In 2025, African fintechs are set to raise $1.5 billion across 150 deals, according to data from global investment platform Partech Partners.. A growing number of deals involve GCC investors as sovereign wealth funds and family offices from the UAE and Saudi Arabia increase their exposure to African assets. Over the past decade, GCC countries have invested more than $100 billion in the continent.

In 2022, Nigeria’s Moove.io – a mobility fintech that offers car loans and operates a green ride-hailing platform – raised a $30 million private credit sukuk arranged by Franklin Templeton Investments in Dubai. It later opened an office in the United Arab Emirates to oversee its MENA expansion.
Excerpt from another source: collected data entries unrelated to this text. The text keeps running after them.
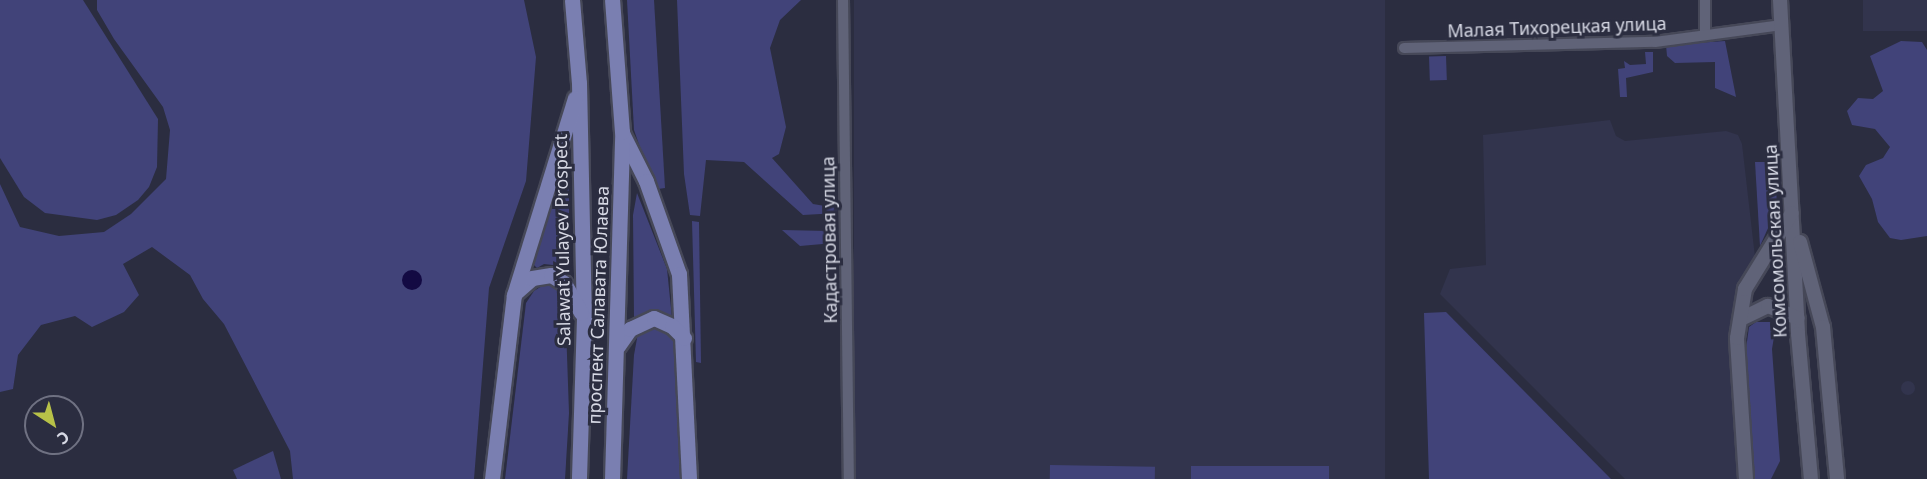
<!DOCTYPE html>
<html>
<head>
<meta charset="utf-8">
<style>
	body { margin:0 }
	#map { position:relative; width:1927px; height:479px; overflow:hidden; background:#2b2d40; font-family:"Noto Sans",sans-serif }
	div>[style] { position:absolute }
	.built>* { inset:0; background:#32344d; transform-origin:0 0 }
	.round { border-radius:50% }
	.green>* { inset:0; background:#414379; transform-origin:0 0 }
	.water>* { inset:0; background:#130a43 }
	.roads { filter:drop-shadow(2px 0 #464858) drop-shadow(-2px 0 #464858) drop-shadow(0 2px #464858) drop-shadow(0 -2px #464858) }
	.minor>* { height:10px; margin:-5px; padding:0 5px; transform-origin:5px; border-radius:5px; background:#606378 }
	.secondary>* { height:14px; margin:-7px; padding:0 7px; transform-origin:7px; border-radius:7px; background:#606378 }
	.primary>* { height:15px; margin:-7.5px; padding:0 7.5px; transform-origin:7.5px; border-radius:7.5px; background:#7a7fb1 }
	span { translate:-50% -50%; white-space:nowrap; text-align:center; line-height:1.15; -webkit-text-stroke:6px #2b2d40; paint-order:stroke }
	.street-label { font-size:18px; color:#d6d8e4 }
	.north { position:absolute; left:24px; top:395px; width:60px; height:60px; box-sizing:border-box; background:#2b2d40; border:2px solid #6f7182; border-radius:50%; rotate:144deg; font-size:16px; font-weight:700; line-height:24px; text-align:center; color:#d6d8e4 }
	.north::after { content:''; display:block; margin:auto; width:21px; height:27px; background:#b7c148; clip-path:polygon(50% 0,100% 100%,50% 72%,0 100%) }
</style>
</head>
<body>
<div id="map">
	<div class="built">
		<i style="left:854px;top:0;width:531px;height:479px"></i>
		<i style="left:1863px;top:0;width:64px;height:31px"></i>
		<i style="clip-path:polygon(1610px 120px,1616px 136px,1625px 141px,1726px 131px,1738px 135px,1742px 144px,1755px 257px,1736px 300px,1732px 337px,1739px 479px,1625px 479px,1440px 294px,1450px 269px,1486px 265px,1483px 135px)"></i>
		<i class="round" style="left:1901px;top:381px;width:14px;height:14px"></i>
	</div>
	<div class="green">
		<i style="clip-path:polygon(0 0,83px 0,158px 119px,157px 167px,149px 187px,138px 200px,116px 215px,97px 220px,45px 213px,24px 197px,0 158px)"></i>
		<i style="clip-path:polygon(97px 0,524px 0,536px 57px,526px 181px,489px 288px,474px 479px,293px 479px,290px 451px,224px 324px,203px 299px,190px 275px,152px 247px,123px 264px,139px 295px,124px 312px,92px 327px,75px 316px,41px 325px,18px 355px,13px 389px,0 392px,0 184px,20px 227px,59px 236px,104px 232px,131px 214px,166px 179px,170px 130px,163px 107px,114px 39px,97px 10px)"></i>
		<i style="clip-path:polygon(627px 0,654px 0,665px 188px,658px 189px,652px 182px,634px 130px)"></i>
		<i style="clip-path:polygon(677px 0,801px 0,780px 20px,770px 48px,786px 127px,779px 154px,772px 158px,813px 204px,837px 208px,838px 213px,803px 215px,744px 162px,706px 160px,700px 216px,690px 215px,684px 174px)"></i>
		<i style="clip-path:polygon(1725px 41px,1736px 97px,1715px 88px,1715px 62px,1675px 63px,1667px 56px,1666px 45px)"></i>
		<i style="clip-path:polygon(1901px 41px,1922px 42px,1927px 50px,1927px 236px,1901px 240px,1890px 238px,1878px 222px,1872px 199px,1859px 176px,1866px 165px,1883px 158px,1890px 147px,1875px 129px,1852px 125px,1847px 111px,1858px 98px,1873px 99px,1883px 91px,1870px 56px)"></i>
		<i style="clip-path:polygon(1645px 52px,1653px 52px,1653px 72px,1626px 78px,1627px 97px,1620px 97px,1618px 69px,1625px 68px,1624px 61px,1630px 65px,1646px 64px)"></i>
		<i style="left:1446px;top:56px;width:24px;height:17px;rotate:88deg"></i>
		<i style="clip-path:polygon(1755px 162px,1775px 162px,1777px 208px,1760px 246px)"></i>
		<i style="clip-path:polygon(563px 175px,569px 175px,569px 260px,562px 266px,544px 264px,537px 268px,532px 263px)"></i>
		<i style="clip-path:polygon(637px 193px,667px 269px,672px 318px,656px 312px,634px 317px,633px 215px)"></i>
		<i style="clip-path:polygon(692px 221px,699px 222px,701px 363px,696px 362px)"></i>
		<i style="clip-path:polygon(782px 230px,828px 231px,836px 239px,834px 243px,800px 246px)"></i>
		<i style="clip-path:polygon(545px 284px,560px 289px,565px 298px,569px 413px,565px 479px,505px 479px,526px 303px,534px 291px)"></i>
		<i style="clip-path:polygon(1446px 312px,1611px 479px,1429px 479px,1424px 313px)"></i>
		<i style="clip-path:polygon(1756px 322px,1770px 322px,1775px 331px,1772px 349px,1780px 461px,1771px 479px,1752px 479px,1745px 356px,1749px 327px)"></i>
		<i style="clip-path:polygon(653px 327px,665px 328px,680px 342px,685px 479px,627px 479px,634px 355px,638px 333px)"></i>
		<i style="clip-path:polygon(273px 451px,281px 479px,237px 479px,233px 470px)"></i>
		<i style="left:1050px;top:465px;width:105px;height:14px;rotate:1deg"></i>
		<i style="left:1191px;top:466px;width:138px;height:14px"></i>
	</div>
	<div class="water">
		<i class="round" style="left:402px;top:270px;width:20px;height:20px"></i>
	</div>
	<div class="roads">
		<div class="minor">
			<i style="left:843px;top:0;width:479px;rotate:89.3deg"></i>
			<i style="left:1705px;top:35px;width:35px;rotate:-90deg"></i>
			<i style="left:1404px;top:48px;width:251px;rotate:-1.4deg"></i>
			<i style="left:1655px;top:42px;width:128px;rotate:-7.6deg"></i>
		</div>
		<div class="secondary">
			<i style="left:1780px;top:0;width:334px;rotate:86.9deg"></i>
			<i style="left:1798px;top:334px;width:146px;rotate:84.9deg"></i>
			<i style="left:1800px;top:242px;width:88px;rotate:74.9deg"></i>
			<i style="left:1823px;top:327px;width:153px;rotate:84.7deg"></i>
			<i style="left:1741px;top:319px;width:30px;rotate:-26deg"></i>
			<i style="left:1768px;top:306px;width:32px;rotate:22deg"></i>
			<i style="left:1746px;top:479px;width:141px;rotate:-93.7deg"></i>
			<i style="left:1737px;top:338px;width:50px;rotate:-80.7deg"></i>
			<i style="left:1745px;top:289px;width:89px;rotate:-58.3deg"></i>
		</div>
		<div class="primary">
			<i style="left:572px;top:0;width:83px;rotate:85.2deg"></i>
			<i style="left:579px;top:83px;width:235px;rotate:88.8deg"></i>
			<i style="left:584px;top:318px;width:161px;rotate:91.8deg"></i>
			<i style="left:623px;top:135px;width:51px;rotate:63.4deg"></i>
			<i style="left:646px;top:181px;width:99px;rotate:70.5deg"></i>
			<i style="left:679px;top:274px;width:205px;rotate:87.2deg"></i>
			<i style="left:515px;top:293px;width:23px;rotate:-41deg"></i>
			<i style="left:532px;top:278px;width:19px;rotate:-9deg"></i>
			<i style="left:551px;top:275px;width:15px;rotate:32deg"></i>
			<i style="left:564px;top:283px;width:34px;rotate:60deg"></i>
			<i style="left:618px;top:346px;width:21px;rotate:-55deg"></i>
			<i style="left:630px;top:329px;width:26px;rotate:-25deg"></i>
			<i style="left:654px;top:318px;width:20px;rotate:24deg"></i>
			<i style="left:672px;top:326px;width:17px;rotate:45deg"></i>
			<i style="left:492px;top:479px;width:185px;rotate:-83.2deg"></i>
			<i style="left:514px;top:295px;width:206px;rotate:-72.8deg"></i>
			<i style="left:612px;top:479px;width:347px;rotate:-88.3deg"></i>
			<i style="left:622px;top:132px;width:132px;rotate:-94.3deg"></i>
		</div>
	</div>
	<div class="street-label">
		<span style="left:1557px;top:27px;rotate:-2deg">Малая Тихорецкая улица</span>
		<span style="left:562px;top:240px;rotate:-91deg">Salawat Yulayev Prospect</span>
		<span style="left:829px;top:240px;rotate:-91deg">Кадастровая улица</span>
		<span style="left:1775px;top:241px;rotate:-93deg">Комсомольская улица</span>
		<span style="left:598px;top:305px;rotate:-88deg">проспект Салавата Юлаева</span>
	</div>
	<div class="north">С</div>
</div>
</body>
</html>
Recently, Kenya’s renowned fintech M-Pesa has teamed up with UAE-based ADI Foundation to explore blockchain. The partnership receives significant funding from ADI’s parent company, IHC – a $240 billion behemoth headed by the brother of the UAE President.

future growth market

For Gulf investors, the appeal is straightforward: Africa remains the fastest-growing fintech market globally, with revenues projected to grow thirteenfold to $65 billion by 2030, according to Boston Consulting Group. For now, digital payment instruments still dominate, but the next phase is expected to focus on small and medium-sized enterprise (SME) finance, credit and comprehensive digital banking services.

In the medium-long term, the Gulf-Africa FinTech Corridor is taking shape, with companies growing and capital flowing between the two regions. In the short term, there are some regulatory hurdles and geopolitical challenges ahead. The war in the Middle East could slow Gulf investment for some time as governments prioritize spending money at home.